When will the security change take effect and is there a way individual users can test the process before the deadline? Thanks.
-
@Lekshmi Unnithan - The email talking about this upgrade mentioned that Enterprise plans could disable TOTP. We have a Business plan and it also needs to be able to disable this. We have multiple laptops deployed for vendor's use for sales events that have auto logins and has no access to email. Having TOTP would make our Smartsheet solution no longer viable and I do not want to upgrade to Enterprise. What options do I have?
-
I'm glad OTP is being offered. It's one less password that we have to remember and many of our other services/platforms are switching to this method anyway. Most of our users prefer this method of login because it's more secure.
I don't see it yet as an option to enable OTP (I'm the sys admin), even after following the directions on another help page.

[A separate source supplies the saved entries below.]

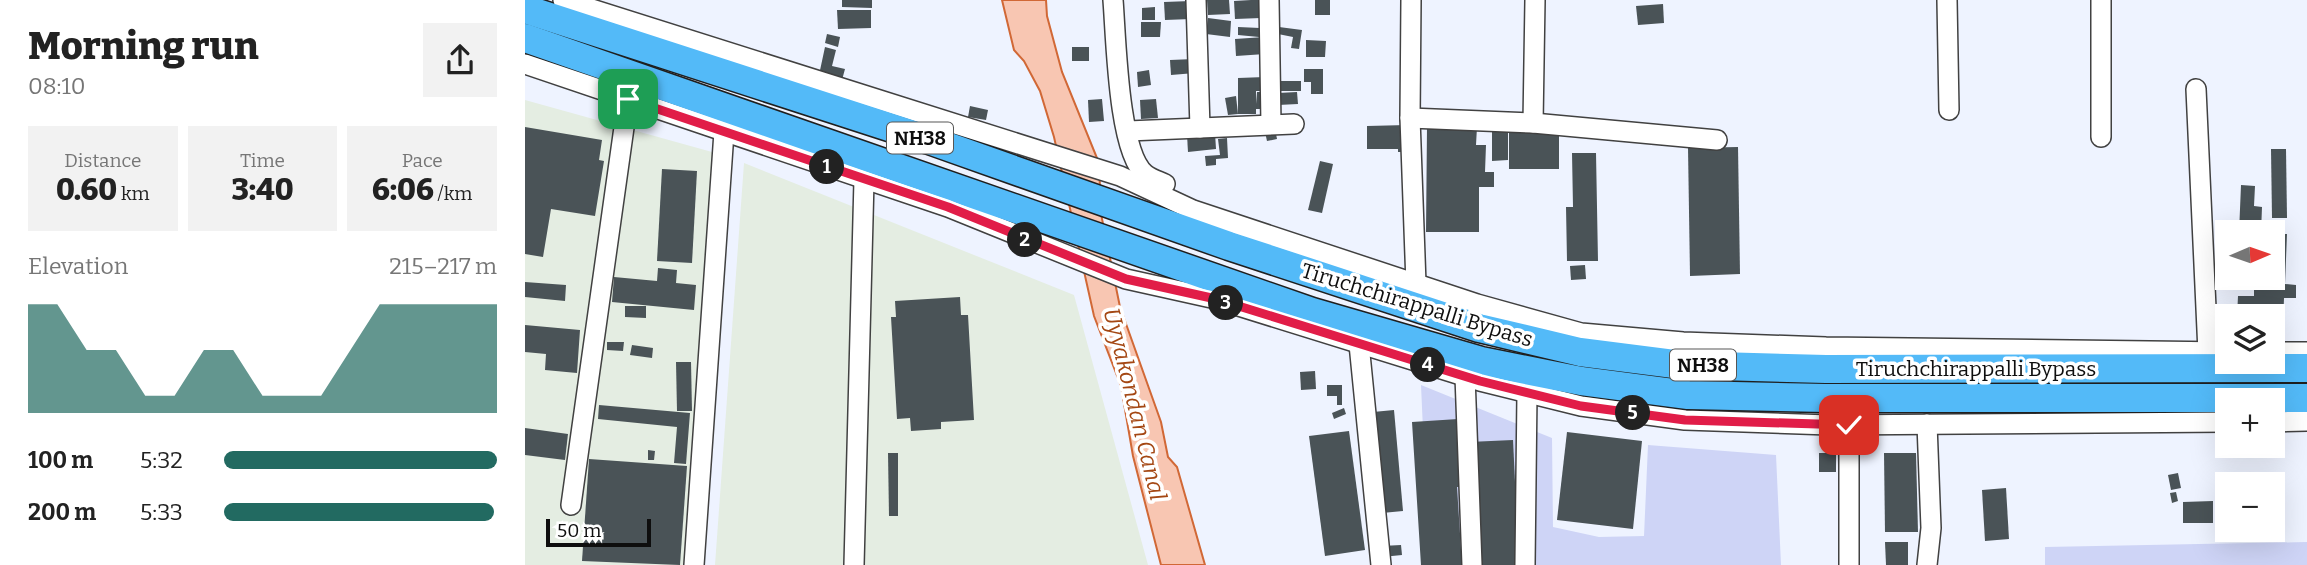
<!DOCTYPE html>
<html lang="en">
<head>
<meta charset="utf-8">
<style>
	body { margin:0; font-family:Bitter,serif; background:#f2f2f2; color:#222; height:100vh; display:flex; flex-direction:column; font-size:26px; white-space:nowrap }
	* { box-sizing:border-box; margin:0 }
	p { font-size:23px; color:#767676 }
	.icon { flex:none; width:38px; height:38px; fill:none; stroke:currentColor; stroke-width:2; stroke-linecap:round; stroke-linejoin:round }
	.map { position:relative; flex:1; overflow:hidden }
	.drawer { display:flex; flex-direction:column; background:#fff; width:525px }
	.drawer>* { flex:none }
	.needle { width:46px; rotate:88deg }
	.fabs { position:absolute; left:1690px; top:220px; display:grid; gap:14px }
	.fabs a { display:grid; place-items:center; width:70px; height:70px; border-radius:0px; background:#fff; box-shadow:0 7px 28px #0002; font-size:35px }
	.scale { position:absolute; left:21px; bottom:18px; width:105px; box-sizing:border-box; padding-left:7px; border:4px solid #0e0e0e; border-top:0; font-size:19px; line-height:24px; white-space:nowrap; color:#0e0e0e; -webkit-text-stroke:5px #fff; paint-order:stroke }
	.pin { position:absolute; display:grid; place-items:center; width:60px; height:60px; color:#fff; margin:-30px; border-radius:14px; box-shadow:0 4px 10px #0006 }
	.km { position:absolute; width:35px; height:35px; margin:-18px; border-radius:50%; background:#222; color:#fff; font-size:19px; line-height:35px; text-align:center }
	.round { display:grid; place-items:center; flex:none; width:74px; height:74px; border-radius:0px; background:#f2f2f2 }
	.head { display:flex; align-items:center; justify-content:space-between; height:119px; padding:0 28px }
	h1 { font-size:38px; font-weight:800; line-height:52px }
	.metrics { display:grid; grid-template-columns:repeat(3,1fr); gap:10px; height:119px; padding:7px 28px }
	.metrics div { display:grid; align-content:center; border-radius:0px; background:#f2f2f2; text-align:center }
	.metrics b { font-size:30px; font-weight:800 }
	.metrics small { font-size:19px; font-weight:400 }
	.metrics p { font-size:19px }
	.chart { height:196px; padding:14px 28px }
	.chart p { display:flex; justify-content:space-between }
	.chart svg { width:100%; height:126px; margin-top:7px; fill:#226a61; opacity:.7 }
	ul { padding:0 28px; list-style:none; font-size:23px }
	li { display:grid; grid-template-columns:112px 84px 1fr; align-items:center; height:52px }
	li i { height:18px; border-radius:9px; background:#226a61 }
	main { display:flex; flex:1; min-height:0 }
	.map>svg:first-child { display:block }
	.industrial { fill:#e4ede2 }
	.farmland { fill:#ced4f6 }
	.water { fill:#f8c6b2; stroke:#d16836; stroke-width:2 }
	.building { fill:#4a5357 }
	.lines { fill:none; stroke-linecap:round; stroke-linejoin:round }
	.minor-casing { stroke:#414141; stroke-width:22 }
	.highway-casing { stroke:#1f1f1f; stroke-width:31 }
	.minor { stroke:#fff; stroke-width:19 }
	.highway { stroke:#53baf8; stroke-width:28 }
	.route-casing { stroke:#fff; stroke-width:14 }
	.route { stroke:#e11d48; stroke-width:9 }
	.labels { text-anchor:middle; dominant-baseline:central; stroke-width:7; stroke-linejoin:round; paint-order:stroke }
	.shield { fill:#fff; stroke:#565656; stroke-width:2 }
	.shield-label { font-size:19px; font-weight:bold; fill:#0e0e0e }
	.street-label { font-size:21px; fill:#0e0e0e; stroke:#fff }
	.water-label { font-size:23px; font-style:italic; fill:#a44713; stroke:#fff }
</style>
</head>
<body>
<main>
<section class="drawer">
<div class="head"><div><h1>Morning run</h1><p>08:10</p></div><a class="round"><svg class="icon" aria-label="share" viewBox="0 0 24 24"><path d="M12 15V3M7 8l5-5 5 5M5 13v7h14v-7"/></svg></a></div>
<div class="metrics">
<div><p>Distance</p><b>0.60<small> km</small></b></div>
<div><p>Time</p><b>3:40</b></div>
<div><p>Pace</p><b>6:06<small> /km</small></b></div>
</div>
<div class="chart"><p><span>Elevation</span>215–217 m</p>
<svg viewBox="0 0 160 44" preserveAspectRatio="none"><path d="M0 44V6L10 6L20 22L30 22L40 38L50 38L60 22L70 22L80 38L90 38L100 38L110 22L120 6L130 6L140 6L150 6L160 6V44z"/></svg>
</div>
<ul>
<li><b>100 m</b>5:32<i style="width:100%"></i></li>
<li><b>200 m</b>5:33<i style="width:99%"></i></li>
</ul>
</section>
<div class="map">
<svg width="1782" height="565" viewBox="0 0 1782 565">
	<rect width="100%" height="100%" fill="#eef3ff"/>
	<!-- industrial -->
	<g class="industrial">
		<polygon points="0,100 205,157 179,565 0,565"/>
		<polygon points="219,163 549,295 623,565 190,565"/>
	</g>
	<!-- farmland -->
	<g class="farmland">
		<polygon points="896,385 1027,438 1028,527 1074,537 1119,536 1123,445 1251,455 1256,565 904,565"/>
		<polygon points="1782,542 1782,565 1520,565 1520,547"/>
	</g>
	<!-- water -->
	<polygon class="water" points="477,0 521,0 522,16 537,72 574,163 576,214 595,307 636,422 643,457 652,467 680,565 636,565 608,456 596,386 569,316 529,137 515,91 499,61 489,50"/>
	<!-- building -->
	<g class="building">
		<polygon points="317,0 347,0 347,8 317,7"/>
		<polygon points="682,0 704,0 705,14 683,15"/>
		<polygon points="726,0 734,0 736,18 710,19 709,1"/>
		<rect x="790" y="0" width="15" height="15"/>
		<polygon points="666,1 666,19 640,20 639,2"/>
		<polygon points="1138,4 1139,23 1113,25 1111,6"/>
		<polygon points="630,7 630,20 617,20 617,8"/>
		<polygon points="312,10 346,10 346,28 313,29"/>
		<polygon points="683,18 706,21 705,37 681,34"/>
		<polygon points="616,22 636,22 635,37 616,37"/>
		<polygon points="713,27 735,28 734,37 713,35"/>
		<polygon points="754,27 777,30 774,49 766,48 768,37 753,34"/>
		<polygon points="302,34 315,37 313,47 300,43"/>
		<polygon points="739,37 740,54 711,56 710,39"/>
		<polygon points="781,40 801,41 800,57 781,57"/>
		<polygon points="300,47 311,50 307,66 320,69 317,80 294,75"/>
		<rect x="547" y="47" width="17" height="14"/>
		<polygon points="669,59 670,73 646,75 645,60"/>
		<polygon points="779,69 798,69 798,94 786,94 786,82 779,82"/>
		<polygon points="624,70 626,85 613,87 612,72"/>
		<polygon points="740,77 741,91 731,91 731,104 732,92 740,92 740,109 731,109 731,114 713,114 713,78"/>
		<rect x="754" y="81" width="22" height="10"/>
		<polygon points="772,92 773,104 753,105 753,93"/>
		<polygon points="711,96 713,114 703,115 700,98"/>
		<polygon points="577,99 579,121 564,122 563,100"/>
		<polygon points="631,99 633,118 616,119 615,100"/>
		<polygon points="445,106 463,110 461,120 443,117"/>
		<polygon points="882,125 882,152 873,152 873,149 842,149 842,126"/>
		<polygon points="0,127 77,140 74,160 79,161 70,216 26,209 18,257 0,254"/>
		<polygon points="902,127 952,127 951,145 961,145 960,172 969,172 969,187 954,187 954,232 901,232"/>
		<polygon points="967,127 983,127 983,160 967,161"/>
		<rect x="984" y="127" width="50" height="42"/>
		<polygon points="750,129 752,139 742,141 740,132"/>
		<polygon points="690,133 691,149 663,152 662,135"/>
		<polygon points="702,138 703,158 691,159 691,165 681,166 680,156 695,155 693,139"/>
		<polygon points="1213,147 1215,274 1165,276 1163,148"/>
		<polygon points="1746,149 1761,149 1762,218 1747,218"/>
		<polygon points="1047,153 1071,153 1073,261 1042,261 1041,207 1048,207"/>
		<polygon points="795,161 808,164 797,213 783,210"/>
		<polygon points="137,169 172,171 167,263 132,261"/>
		<polygon points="1716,185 1730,186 1729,206 1737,207 1736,233 1714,233"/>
		<polygon points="1748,234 1762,234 1760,284 1771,285 1771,298 1759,298 1758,325 1748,324 1748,317 1712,317 1713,296 1729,296 1729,278 1748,278"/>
		<polygon points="1060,265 1061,279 1046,280 1045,266"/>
		<polygon points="133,268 152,270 151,283 171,285 169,310 87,302 89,277 132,281"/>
		<polygon points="0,282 41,285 40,301 0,297"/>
		<polygon points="435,297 436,315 443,315 449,420 416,422 416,429 386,431 385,418 372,419 366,317 371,317 370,301"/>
		<polygon points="100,306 121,306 121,318 100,317"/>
		<polygon points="0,325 55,330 52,373 20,370 21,354 0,352"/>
		<polygon points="82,342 99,342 98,351 82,350"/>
		<polygon points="107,345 128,348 127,358 105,355"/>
		<polygon points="151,362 166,362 167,411 152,411"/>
		<polygon points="790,371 791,389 776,390 775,372"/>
		<polygon points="802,385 817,385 817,405 812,405 812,396 802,396"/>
		<polygon points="74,405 165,413 161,464 149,463 152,427 73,419"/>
		<polygon points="819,408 821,414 809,419 807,413"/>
		<polygon points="869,410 878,511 857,513 848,412"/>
		<polygon points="933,419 938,487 932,487 937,565 896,565 887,422"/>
		<polygon points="0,428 43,434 40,460 0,455"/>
		<polygon points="824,431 840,550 800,556 784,436"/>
		<polygon points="1042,432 1117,441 1108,529 1032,520"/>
		<polygon points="988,440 994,565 951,565 944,442"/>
		<polygon points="123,450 130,451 129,460 123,460"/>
		<polygon points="363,453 373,453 373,516 364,516"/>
		<rect x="1294" y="453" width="17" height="19"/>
		<polygon points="1359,453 1391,453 1393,532 1360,532"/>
		<polygon points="64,459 162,466 155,565 57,561"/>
		<polygon points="1653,473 1656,488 1646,490 1643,475"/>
		<polygon points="1481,488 1484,539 1460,541 1457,490"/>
		<polygon points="1651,492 1653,501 1647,503 1645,493"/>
		<polygon points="1688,501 1688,523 1658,523 1658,502"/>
		<polygon points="1360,542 1383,542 1383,565 1361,565"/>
		<polygon points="876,545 877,555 857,557 857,546"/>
	</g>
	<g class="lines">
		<defs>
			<g id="minor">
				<polyline points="38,0 595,176 668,210 952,304 1056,333 1158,342 1301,347 1703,352"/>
				<path d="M588 0C591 36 593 152 620 174 626 179 634 181 640 184"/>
				<polyline points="671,0 675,128"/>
				<polyline points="744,0 746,124"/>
				<polyline points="886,0 885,118 891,284"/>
				<polyline points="1422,0 1424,110"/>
				<polyline points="1576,0 1576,137"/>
				<polyline points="0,64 423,207 601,279 691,299 955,381 1056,406 1160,420 1304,425 1703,422"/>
				<polyline points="1671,89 1683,352"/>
				<polyline points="885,118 1008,123 1192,140"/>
				<polyline points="1008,123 1010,0"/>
				<polyline points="603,131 769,124"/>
				<polyline points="834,344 856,565"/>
				<polyline points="1748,352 1782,352"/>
				<polyline points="940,376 947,565"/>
				<polyline points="1748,422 1782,421"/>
				<polyline points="46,505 103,99"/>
				<polyline points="169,565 199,132"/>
				<polyline points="329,565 339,180"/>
				<polyline points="1000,565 1002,393"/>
				<polyline points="1324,565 1324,425"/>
				<polyline points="1402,565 1406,528 1402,424"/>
			</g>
			<g id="highway">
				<polyline points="0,9 404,140 704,246 954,328 1055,352 1157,365 1301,369 1782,368"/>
				<polyline points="0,38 787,312 956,361 1056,381 1163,395 1300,398 1782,398"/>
			</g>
		</defs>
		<!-- minor casing -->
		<use href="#minor" class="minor-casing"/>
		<!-- highway casing -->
		<use href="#highway" class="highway-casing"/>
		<!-- minor -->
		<use href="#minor" class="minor"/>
		<!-- highway -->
		<use href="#highway" class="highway"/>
	</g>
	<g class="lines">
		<defs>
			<polyline id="route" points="103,99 423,207 601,279 691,299 955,381 1056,406 1160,420 1324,425"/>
		</defs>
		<!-- route casing -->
		<use href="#route" class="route-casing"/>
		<!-- route -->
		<use href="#route" class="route"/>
	</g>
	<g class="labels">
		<!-- shield labels -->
		<g class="shield">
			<rect x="362" y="122.5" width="66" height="31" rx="5"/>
			<rect x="1145" y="349.5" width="66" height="31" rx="5"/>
		</g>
		<g class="shield-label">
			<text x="395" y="138">NH38</text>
			<text x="1178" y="365">NH38</text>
		</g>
		<!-- street labels -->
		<g class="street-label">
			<text transform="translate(892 305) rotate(17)">Tiruchchirappalli Bypass</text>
			<text x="1451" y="369">Tiruchchirappalli Bypass</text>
		</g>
		<!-- water labels -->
		<g class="water-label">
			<text transform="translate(610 404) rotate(76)">Uyyakondan Canal</text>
		</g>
	</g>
</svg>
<div class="fabs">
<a><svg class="needle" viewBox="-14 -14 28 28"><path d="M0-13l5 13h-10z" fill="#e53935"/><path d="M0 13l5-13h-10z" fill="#767676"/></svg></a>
<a><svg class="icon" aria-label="layers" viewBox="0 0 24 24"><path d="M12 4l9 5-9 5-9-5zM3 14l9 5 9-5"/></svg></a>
<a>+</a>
<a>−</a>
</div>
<div class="scale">50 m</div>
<div class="pin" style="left:103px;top:99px;background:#1e9e55"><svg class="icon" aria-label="arrive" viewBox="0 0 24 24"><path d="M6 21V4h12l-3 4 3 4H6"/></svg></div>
<div class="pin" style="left:1324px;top:425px;background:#d93025"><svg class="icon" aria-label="check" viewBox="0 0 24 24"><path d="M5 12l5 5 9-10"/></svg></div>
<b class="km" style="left:302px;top:167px">1</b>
<b class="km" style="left:500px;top:240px">2</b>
<b class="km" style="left:701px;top:303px">3</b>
<b class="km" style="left:903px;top:365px">4</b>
<b class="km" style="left:1108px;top:413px">5</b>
</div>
</main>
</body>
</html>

When will it be enabled officially so I can notify my users and screenshot what it will look like for them?
-
Hi @Dan Britton - the Live Data Connector can use access tokens instead of email/password in ODBC connection string. Let me know if that answers your question.
-
Hi @TJohnson - We are requesting customers to add the "notification@system.smartsheet.com" domain to their company's email service provider allowlists so that OTP emails don't get marked as spam.
Additionally, we recommend waiting for 5-10 minutes for the code in case of email traffic delays. Each code is valid for 10 minutes.
Example scenario #1: If the user logs in to Smartsheet and takes their only action at 8am, the session is valid till 3am the following day (19 hours). However, if the user uses Smartsheet again before the 19 hours are up (before 3am the next day), then they will not need to login to Smartsheet for another 19 hours. Let me know if that makes sense.
Example scenario #2: If the user logs in to Smartsheet and takes their only action at 8am, the session is valid till 3am the following day (19 hours). So, if they close the browser with Smartsheet around 3pm the same day, but open Smartsheet again before 3am the following day, they will not need to log in again.
Regarding testing email OTP out, we're releasing this feature soon. When this becomes available, rest assured that users will still have the traditional password-based login method available to them, and you can test the email OTP feature in your own environment. Eventually, we'll deprecate the password-based login method, but we'll provide an ample advanced notice period and communications when we decide to do so.
-
Hi @BYoung - For customers without access to 3rd party authenticator apps, email OTP provides a more secure, native 2FA experience since all the user needs is access to their email. That said, I want to share that email OTP and eventually phasing out passwords is only our first step in enhancing our authentication security — we are actively exploring additional MFA options for the future.